Some Google observers are concerned that a new privacy policy announced by the Web search giant may contain holes that could make it possible to connect search logs to the names of users, potentially defeating the purpose of Google’s plan to make records about user searches anonymous after 18 to 24 months.
Google will alter cookie information and change the last eight bits of the 32-bit IP addresses that identify computers logged onto the company’s search engine, under a policy announced last week. This means there is only a “partial de-identification” of users, says Pam Dixon, founder and executive director of the nonprofit World Privacy Forum .
“If there was a data breach and it all got out, you wouldn’t get the entire IP address. That’s a step,” she says. “But if you were involved in a legal process and wanted to re-identify the data, it can be done. … This is not a cloak of privacy that has been put over user searches.”
According to a statement released by Google Tuesday, someone with access to an IP address in which the last eight bits are obscured could narrow the address’s location down to a group of 256 computers, but would not be able to figure out which of those computers the IP address belongs to.
Privacy advocates have focused on Google and other search engines because the phrases people search for provide insight into their personal histories, including diseases they might have. Google says it keeps search logs to analyze usage patterns and diagnose system problems. Privacy advocates worry that keeping archived records of searches in storage for extended periods of time opens the door for law enforcement agencies to demand information that could identify users.
A second concern about Google’s new policy was raised in a blog posting by Forrester Research security analyst Jen Albornoz Mulligan. If an anonymous IP address is always connected to the same user computer, the user could be identified because people tend to search for their own names on Google, she argues. This was the strategy AOL was using to anonymize IP addresses last year when the company accidentally released a database that contained search histories of more than 650,000 AOL users, Mulligan says.
Google has not yet decided exactly how it will go about changing the last eight bits of IP addresses. “We’re still developing the precise technical methods and approach to this,” the company states on its Web site.
Mulligan notes in her blog that Google officials “make no mention of preventing a similar AOL disclosure snafu by ensuring that individual searches by the same person are anonymized in different ways.”
Chances are, though, that Google will not make the same mistake as AOL, Mulligan says.
“I would certainly guess they are smart enough to not do this,” Mulligan said in a phone interview. “I would have imagined they would learn the lessons from AOL.”
Google’s policy is designed in part to comply with a European Union directive requiring data retention for between six months and two years. The exact length requirements will be determined individually be each European country.
Dixon argues that Google should keep IP address information intact for no longer than 6 months in the United States, where regulations regarding data retention are less stringent. Google says it wants one policy to apply to all of its operations worldwide. The company will not keep IP addresses and cookies intact after 24 months “unless we’re legally required to retain log data for longer,” it said in last week’s announcement. The policy also applies retroactively to searches performed before the policy was announced.
“We think we’re striking the right balance between two goals: continuing to improve Google’s services for you, while providing more transparency and certainty about our retention practices,” Google wrote in last week’s statement.

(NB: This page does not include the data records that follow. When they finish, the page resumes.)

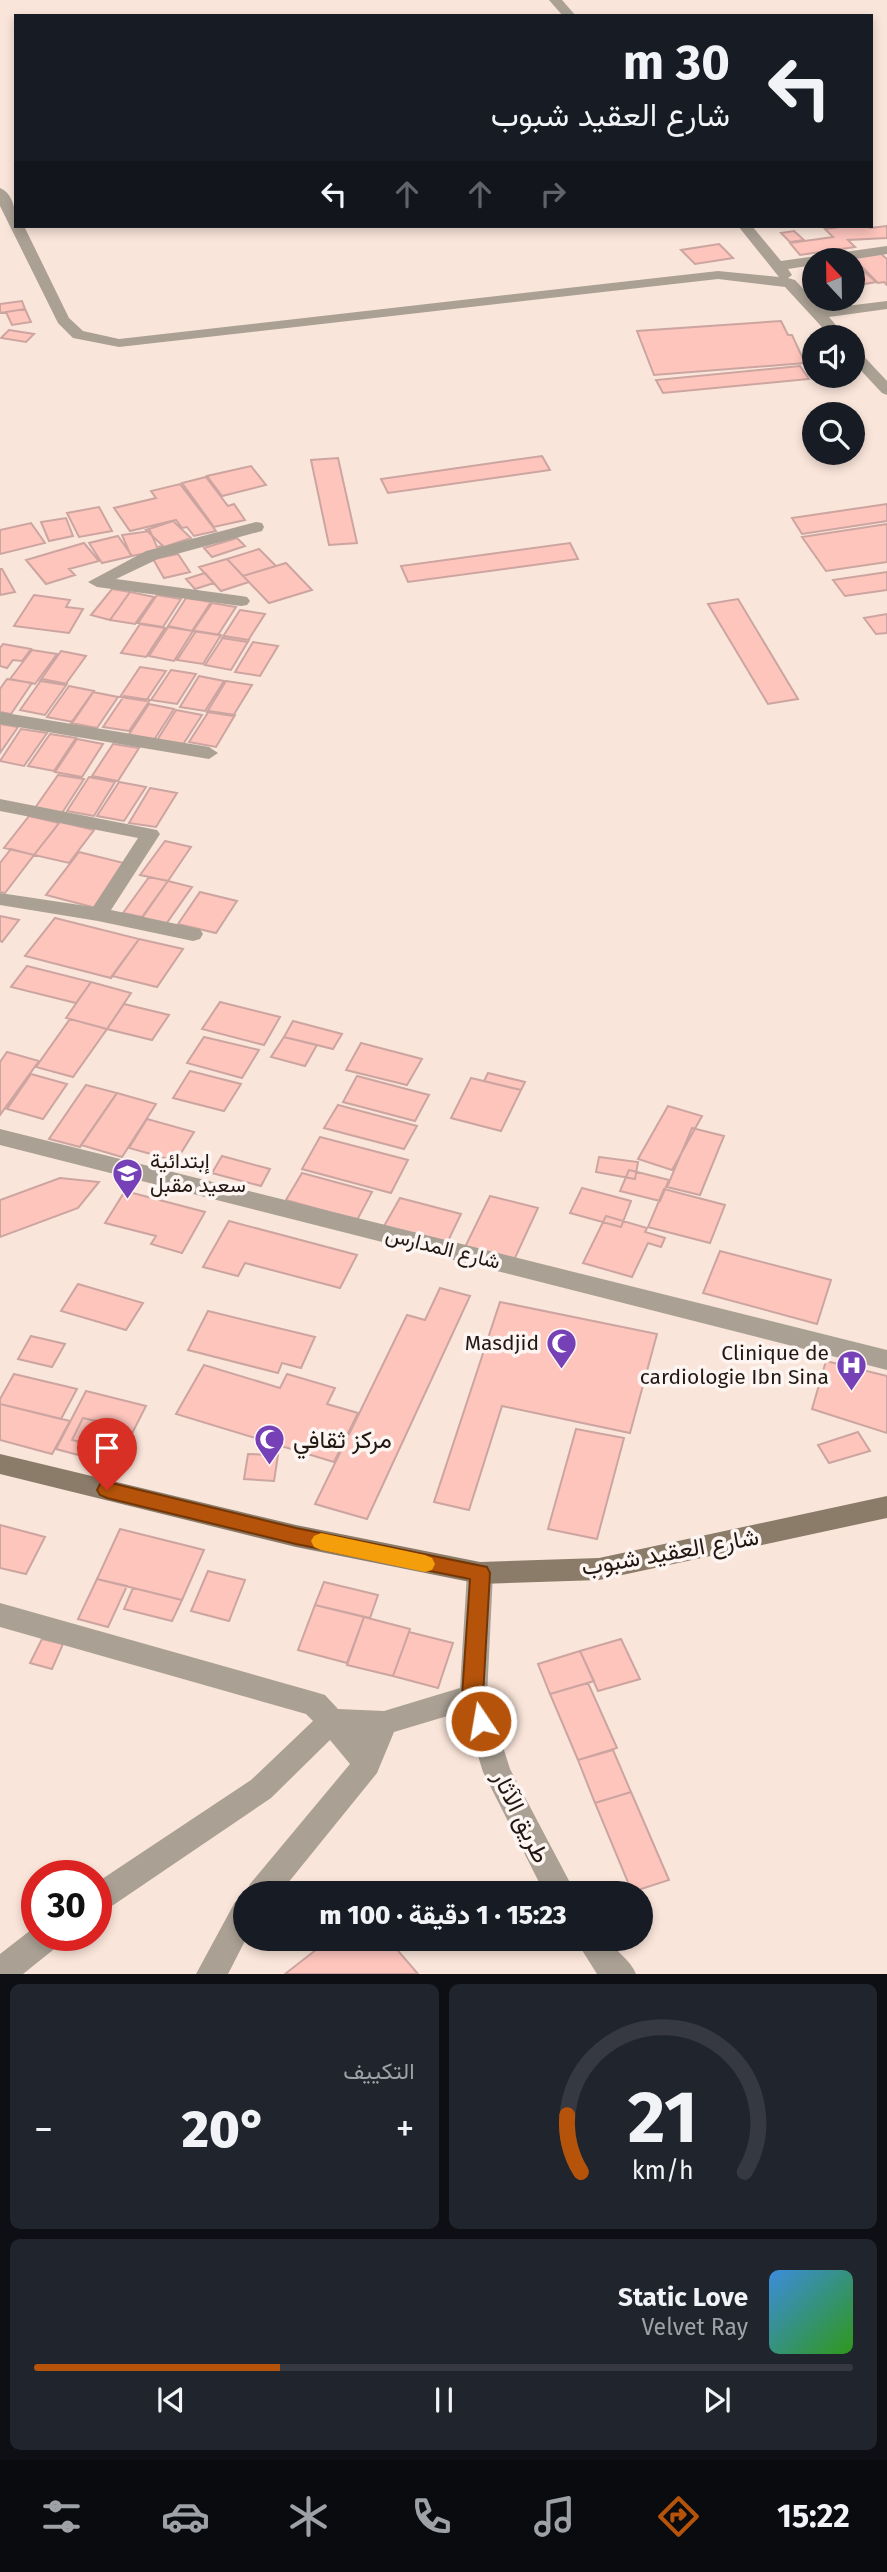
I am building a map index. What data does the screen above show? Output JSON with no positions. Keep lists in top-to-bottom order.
{
  "streets": {
    "main road": ["شارع العقيد شبوب"],
    "street": ["شارع المدارس", "طريق الآثار"]
  },
  "crossings": [
    ["شارع العقيد شبوب", "طريق الآثار"]
  ],
  "places": {
    "school or university": ["إبتدائية سعيد مقبل"],
    "mosque": ["Masdjid", "مركز ثقافي"],
    "hospital": ["Clinique de cardiologie Ibn Sina"]
  },
  "north": "top",
  "page": {
    "turn": ["30 m", "شارع العقيد شبوب"],
    "limit": "30",
    "trip": "15:23 · 1 دقيقة · 100 m",
    "tile": "التكييف",
    "heat": ["−", "20°", "+"],
    "song": ["Static Love", "Velvet Ray"],
    "tabs": "15:22",
    "gauge": ["21", "km/h"]
  }
}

Overall, Google’s new policy is a “very good first step,” says Ari Schwartz, deputy director of the Center for Democracy and Technology.
“It’s a pretty big move because it had been their contention that they could hold this information forever and they were going to use it for research purposes without specifying what those purposes would be,” he says.
AOL obscures user search information after 13 months, he says.
Privacy policies published by Yahoo and Microsoft do not say how long the companies store users’ IP addresses.
In response to a Network World inquiry Tuesday, Yahoo released a statement saying, “Like most other Internet companies, we keep data for as long as it is useful. There are many different uses such as improving our search results, fraud mitigation, law enforcement compliance, research, product development, and directing sponsored search advertisements for relevant queries. … Protecting our users’ privacy and maintaining their trust is paramount to us.”
Schwartz says Google should allow users greater control over which information is stored and which is not. For example, Google’s Gmail privacy notice says e-mail deleted by a user may be stored in Google’s active servers for up to 60 days and may remain indefinitely in offline backup systems that Google has in case of an emergency.
In comparison, Microsoft says it gets rid of deleted e-mails within three days and Yahoo says it does so immediately, according to Schwartz.
“It seems excessively long. If someone says ‘I want it deleted now … (60 days) does not really meet their expectations,” he says.
Schwartz says he views last week’s announcement as a first step toward a larger privacy policy covering all of Google’s services.
“They’ve had this goal of collecting all the world’s information. And they have another goal of ‘don’t do evil’ and ‘we care about privacy,’ basically,” Schwartz says. “Sometimes, those two things run head to head against each other.”